Waste to Electricity for the Army, Navy Goes Solar
US Army photo
Other than the (old) army uniforms, green isn't the first thing that comes to mind when thinking about the army or navy. Here are two examples of how the military sometimes tries to do the eco-correct thing, even if the motivation doesn't have anything to do with the environment:
New waste-to-energy generator tested in Baghdad
The army does love its acronyms: The Tactical Garbage to Energy Refinery or TGER (yes, pronounced 'tiger', grrrrr...) is a new 60 KW waste-to-energy generator currently being tested in Baghdad. Basically, mixed trash is thrown into the Tiger's maw, um, shoot. Wet and dry waste are separated, and the dry waste crushed and pelletized. These pellets are gasified for fueling the generator. To prevent overheating (a problem in earlier designs), the wet waste is converted into a form of ethanol, treated with enzymes to form hydrous ethanol, and then blended with the gas. By doing this output is increased and overheating prevented. Valdes says that the whole process runs at 90% efficiency.

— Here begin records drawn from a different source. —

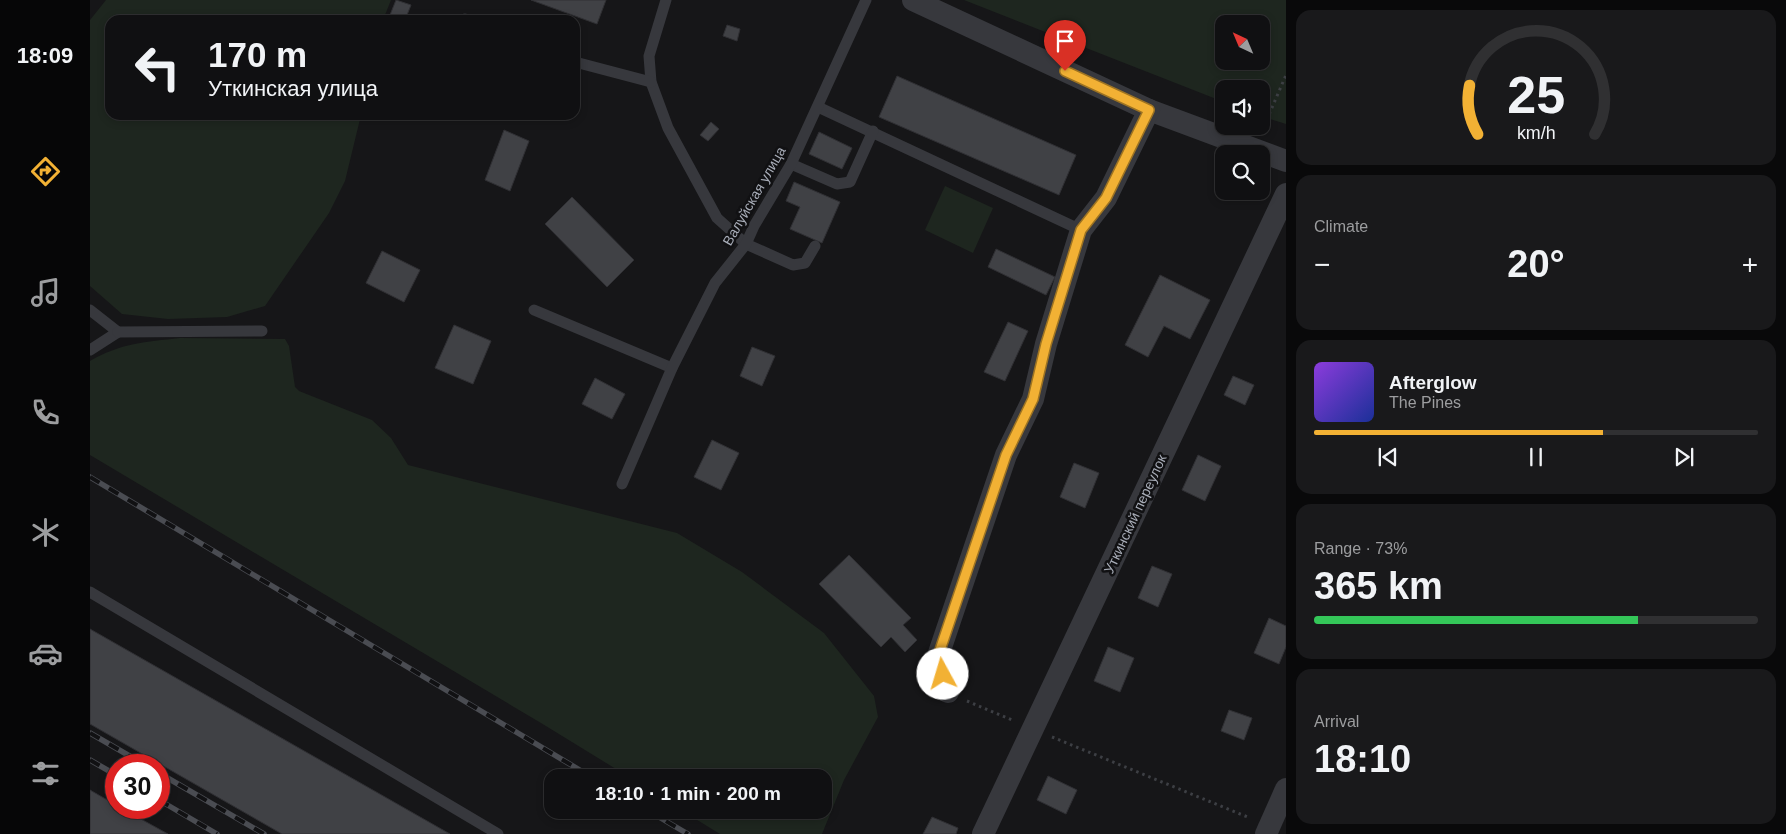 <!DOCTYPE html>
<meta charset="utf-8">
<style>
:root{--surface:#101012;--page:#19191b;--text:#f1f3f6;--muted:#9c9d9f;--line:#303032;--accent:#f2b134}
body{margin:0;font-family:Arial,sans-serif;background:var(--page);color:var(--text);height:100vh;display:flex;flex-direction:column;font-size:19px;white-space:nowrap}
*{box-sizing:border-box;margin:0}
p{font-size:16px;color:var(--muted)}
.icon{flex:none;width:28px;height:28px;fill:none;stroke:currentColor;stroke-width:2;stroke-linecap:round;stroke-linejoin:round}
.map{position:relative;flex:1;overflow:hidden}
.details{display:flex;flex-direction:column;gap:10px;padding:10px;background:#09090a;width:500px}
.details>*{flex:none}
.guide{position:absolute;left:15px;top:15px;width:475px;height:105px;border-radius:15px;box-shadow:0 2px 8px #0003,0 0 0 1px var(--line);background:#101012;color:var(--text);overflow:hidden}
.needle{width:32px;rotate:316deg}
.fabs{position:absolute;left:1125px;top:15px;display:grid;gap:10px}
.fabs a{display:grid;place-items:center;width:55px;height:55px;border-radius:10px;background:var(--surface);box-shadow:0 2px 8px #0003,0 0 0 1px var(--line);font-size:25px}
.speed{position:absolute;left:15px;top:754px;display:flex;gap:10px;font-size:25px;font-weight:700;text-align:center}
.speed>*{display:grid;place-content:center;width:65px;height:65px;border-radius:50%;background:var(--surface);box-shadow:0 2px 8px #0003,0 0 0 1px var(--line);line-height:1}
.speed .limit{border:8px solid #d22;background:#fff;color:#111}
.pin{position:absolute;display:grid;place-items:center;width:42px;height:42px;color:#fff;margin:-51px -21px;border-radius:50% 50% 50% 0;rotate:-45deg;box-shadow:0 0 5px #0007}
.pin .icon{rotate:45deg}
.me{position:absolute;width:55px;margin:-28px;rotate:354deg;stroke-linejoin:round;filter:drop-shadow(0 0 4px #0008)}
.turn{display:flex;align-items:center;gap:18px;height:105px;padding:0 20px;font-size:22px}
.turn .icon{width:65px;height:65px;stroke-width:2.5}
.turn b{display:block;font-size:35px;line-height:42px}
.big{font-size:38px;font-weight:600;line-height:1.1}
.details .widget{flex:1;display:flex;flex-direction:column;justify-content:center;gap:8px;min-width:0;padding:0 18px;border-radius:15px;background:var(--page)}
.details .dial{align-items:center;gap:0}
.dial svg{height:130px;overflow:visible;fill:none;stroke:var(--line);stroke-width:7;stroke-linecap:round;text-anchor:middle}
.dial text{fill:var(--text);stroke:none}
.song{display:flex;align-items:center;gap:15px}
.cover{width:60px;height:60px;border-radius:8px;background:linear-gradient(135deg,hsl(270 70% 55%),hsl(230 70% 35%))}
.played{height:5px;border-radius:2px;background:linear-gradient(90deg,var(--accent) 65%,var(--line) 65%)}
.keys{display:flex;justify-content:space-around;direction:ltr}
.heat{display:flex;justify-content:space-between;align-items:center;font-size:28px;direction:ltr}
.charge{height:8px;border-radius:4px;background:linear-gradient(90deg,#34c759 73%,var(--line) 0)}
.trip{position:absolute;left:454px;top:769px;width:288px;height:50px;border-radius:15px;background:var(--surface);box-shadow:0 2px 8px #0003,0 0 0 1px var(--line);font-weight:600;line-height:50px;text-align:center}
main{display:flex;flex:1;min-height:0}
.tab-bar{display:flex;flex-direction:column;width:90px;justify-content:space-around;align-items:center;background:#060607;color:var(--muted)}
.tab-bar .icon{width:35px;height:35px}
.tab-bar .on{color:var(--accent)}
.tab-bar b{font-size:22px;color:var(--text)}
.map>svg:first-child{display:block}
.green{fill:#1e261f;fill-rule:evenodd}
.building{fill:#404145;stroke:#303034}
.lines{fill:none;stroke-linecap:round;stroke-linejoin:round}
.path{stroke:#3d3f44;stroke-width:3;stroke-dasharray:2.5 4;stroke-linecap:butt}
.lane{stroke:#37383d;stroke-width:11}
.street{stroke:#37383d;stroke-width:22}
.rail-casing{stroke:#4a4c52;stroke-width:5.5}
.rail{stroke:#111113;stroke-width:4;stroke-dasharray:11;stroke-linecap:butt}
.route-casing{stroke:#9d7322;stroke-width:12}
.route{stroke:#f2b134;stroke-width:9}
.labels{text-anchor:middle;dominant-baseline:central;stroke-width:5;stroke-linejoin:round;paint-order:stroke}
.street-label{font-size:14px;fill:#a8adb8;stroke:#111113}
</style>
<main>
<nav class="tab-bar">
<b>18:09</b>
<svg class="icon on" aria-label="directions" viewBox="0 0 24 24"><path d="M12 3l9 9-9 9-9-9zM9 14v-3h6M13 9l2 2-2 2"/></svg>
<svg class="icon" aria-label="music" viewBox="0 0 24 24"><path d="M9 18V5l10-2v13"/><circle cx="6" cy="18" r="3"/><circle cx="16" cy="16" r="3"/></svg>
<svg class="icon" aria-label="phone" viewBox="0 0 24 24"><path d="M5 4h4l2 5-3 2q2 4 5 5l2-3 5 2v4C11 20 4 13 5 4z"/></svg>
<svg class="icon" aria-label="climate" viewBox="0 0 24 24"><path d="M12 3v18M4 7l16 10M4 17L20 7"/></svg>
<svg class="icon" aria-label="car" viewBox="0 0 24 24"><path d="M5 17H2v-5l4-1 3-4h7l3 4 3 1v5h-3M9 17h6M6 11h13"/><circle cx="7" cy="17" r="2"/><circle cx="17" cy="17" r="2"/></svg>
<svg class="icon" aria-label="filters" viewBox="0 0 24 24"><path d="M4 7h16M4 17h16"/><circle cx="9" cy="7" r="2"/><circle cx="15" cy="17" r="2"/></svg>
</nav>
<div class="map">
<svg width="1196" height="834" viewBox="0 0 1196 834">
<rect width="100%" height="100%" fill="#161618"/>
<g class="green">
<polygon points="16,0 301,0 293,20 20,20 20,115 271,115 255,181 239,213 175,306 137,317 78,319 32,314 0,286 0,20"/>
<path d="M874 0H1196V124L1171 116V89H1134V102ZM1134 24H1171V61H1134Z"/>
<polygon points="855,186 903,208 883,253 835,230"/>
<path d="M90 338 195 339 199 346 205 387 209 391 282 420 301 438 318 465 587 533 652 572 734 633 784 696 788 717 754 780 732 834H630L591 810H732V778L539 777 451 723 0 455V361C31 343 55 342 90 338Z"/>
</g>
<g class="building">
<polygon points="306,0 321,5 315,20 300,15"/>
<polygon points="441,0 516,0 507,24"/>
<polygon points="637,25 650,29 647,41 633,36"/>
<polygon points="807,76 986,155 969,195 789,117"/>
<polygon points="621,122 629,129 618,141 610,135"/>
<polygon points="414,130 439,141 420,191 395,180"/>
<polygon points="729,132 762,148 752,169 719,154"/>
<polygon points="704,182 750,202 732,243 700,229 710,207 696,201"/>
<polygon points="482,197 544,260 517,287 455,224"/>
<polygon points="906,249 965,277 956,295 898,267"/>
<polygon points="292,251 330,270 314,302 276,283"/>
<polygon points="1070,275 1120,300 1100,339 1074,326 1058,357 1035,345"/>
<polygon points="918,322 938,331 915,381 894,372"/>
<polygon points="364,325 401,341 383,384 345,368"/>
<polygon points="662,347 685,356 672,386 650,376"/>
<polygon points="1143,376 1164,385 1155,405 1134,395"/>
<polygon points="505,378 535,394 522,419 492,404"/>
<polygon points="622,440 649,453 631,490 604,477"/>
<polygon points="1108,455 1131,466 1115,501 1092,490"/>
<polygon points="984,463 1009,473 995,508 970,497"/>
<polygon points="759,555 821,618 813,625 827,640 815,652 801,637 791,647 729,584"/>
<polygon points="1062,566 1082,574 1068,607 1048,598"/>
<polygon points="1179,618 1196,626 1196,647 1189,664 1164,653"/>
<polygon points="0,629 360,834 192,834 0,724"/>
<polygon points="1018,647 1044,658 1030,692 1004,681"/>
<polygon points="1139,710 1162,718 1154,740 1131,731"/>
<polygon points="958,776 987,790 976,814 947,800"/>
<polygon points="0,790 26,805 26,808 31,808 78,834 0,834"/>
<polygon points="842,817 868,828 866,834 833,834"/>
</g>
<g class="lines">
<g class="path">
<polyline points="1171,124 1178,117 1196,75"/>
<polyline points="877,701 922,720"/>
<polyline points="962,737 1160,818"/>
</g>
<g class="lane">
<polyline points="576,0 559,56 561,82 578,128 627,218 656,244 703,265 715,263 725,246"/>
<polyline points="375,19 377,20"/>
<polyline points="485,62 561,82"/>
<polyline points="728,107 991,230"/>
<polyline points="701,164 747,184 760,182 783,131"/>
<polyline points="0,310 28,332 0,350"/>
<polyline points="444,310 582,368"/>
<polyline points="28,332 172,331"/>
<polyline points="532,484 582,368 625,283 656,244 664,226 701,164 776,0"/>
<polyline points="0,592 408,834"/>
</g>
<g class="street">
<polyline points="823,0 1059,110 1196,161"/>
<polyline points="858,692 848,656 916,455 943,399 956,344 991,230 1016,198 1059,110"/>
<polyline points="893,834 1196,194"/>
<polyline points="1176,834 1196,789"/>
</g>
<g class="rail-casing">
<g id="rail">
<polyline points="0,477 503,778"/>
<polyline points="0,733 55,765"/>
<polyline points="0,760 26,775"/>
<polyline points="69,773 174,834"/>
<polyline points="69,800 127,834"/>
<polyline points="557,810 598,834"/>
</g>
</g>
<use href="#rail" class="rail"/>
</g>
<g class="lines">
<g class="route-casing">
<polyline id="route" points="853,674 848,656 916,455 943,399 956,344 991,230 1016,198 1059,110 975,71"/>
</g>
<use href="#route" class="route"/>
</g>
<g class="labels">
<g class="street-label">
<text transform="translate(664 196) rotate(-60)">Валуйская улица</text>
<text transform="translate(1045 514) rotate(-65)">Уткинский переулок</text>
</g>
</g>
</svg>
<div class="fabs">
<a><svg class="needle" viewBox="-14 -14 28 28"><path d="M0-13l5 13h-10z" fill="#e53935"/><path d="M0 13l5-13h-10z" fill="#9c9d9f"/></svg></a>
<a><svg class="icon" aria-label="sound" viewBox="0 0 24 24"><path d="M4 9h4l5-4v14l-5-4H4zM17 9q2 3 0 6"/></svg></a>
<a><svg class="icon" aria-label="search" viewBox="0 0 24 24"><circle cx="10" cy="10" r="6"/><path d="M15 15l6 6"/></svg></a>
</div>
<div class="speed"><div class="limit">30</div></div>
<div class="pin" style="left:975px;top:71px;background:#d93025"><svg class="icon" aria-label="arrive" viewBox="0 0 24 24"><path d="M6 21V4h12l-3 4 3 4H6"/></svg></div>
<svg class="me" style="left:853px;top:674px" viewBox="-20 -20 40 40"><circle r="19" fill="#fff"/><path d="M0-13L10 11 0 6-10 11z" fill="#f2b134"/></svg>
<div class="trip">18:10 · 1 min · 200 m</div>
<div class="guide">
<div class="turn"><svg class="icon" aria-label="left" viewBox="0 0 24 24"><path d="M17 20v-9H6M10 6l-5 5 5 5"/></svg><div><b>170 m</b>Уткинская улица</div></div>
</div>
</div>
<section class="details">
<div class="widget dial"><svg viewBox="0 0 100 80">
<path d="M14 69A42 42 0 1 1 86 69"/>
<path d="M14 69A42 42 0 0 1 9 39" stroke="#f2b134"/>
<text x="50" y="56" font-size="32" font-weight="700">25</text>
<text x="50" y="72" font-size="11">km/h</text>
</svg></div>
<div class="widget"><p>Climate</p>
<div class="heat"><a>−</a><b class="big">20°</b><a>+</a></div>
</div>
<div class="widget">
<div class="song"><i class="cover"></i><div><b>Afterglow</b><p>The Pines</p></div></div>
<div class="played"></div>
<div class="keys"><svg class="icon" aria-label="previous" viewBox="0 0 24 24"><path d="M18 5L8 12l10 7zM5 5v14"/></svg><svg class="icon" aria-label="pause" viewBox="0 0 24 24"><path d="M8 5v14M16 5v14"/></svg><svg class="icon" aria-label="next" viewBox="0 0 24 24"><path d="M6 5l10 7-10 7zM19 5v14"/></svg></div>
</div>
<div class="widget"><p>Range · 73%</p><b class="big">365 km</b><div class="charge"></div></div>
<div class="widget"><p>Arrival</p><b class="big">18:10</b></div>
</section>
</main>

The impetus behind the project is to solve two problems: army bases generate a lot of waste and the drivers who have to drive the truckloads of diesel fuel to these bases are easy targets for insurgents. Melodramatically, James Valdes, an army scientific advisor says, "We don't calculate the cost of fuel in dollars, we calculate it in blood."
Now if we could just channel all that hot air...
via :: CNET
Navy installs solar in Hawaii
The Pacific Business News is reporting that the Navy has installed solar photovoltaic systems for the housing in some of its Oahu bases. The pinnacle of this effort is the installation of 477 SunPower 225W panels on the roof of of the Halsey Terrace community center. The system is expected to generate 13,000 KW hours of electricity per month and will pay for itself within 16 years.
The developer of this project, Forest City Military Communities, is in the process of rebuilding approximately 3,200 houses for the Navy on Oahu and Kauai. How many of these houses will have PV systems installed is not known, but hopefully the community is a sign of things to come in military housing.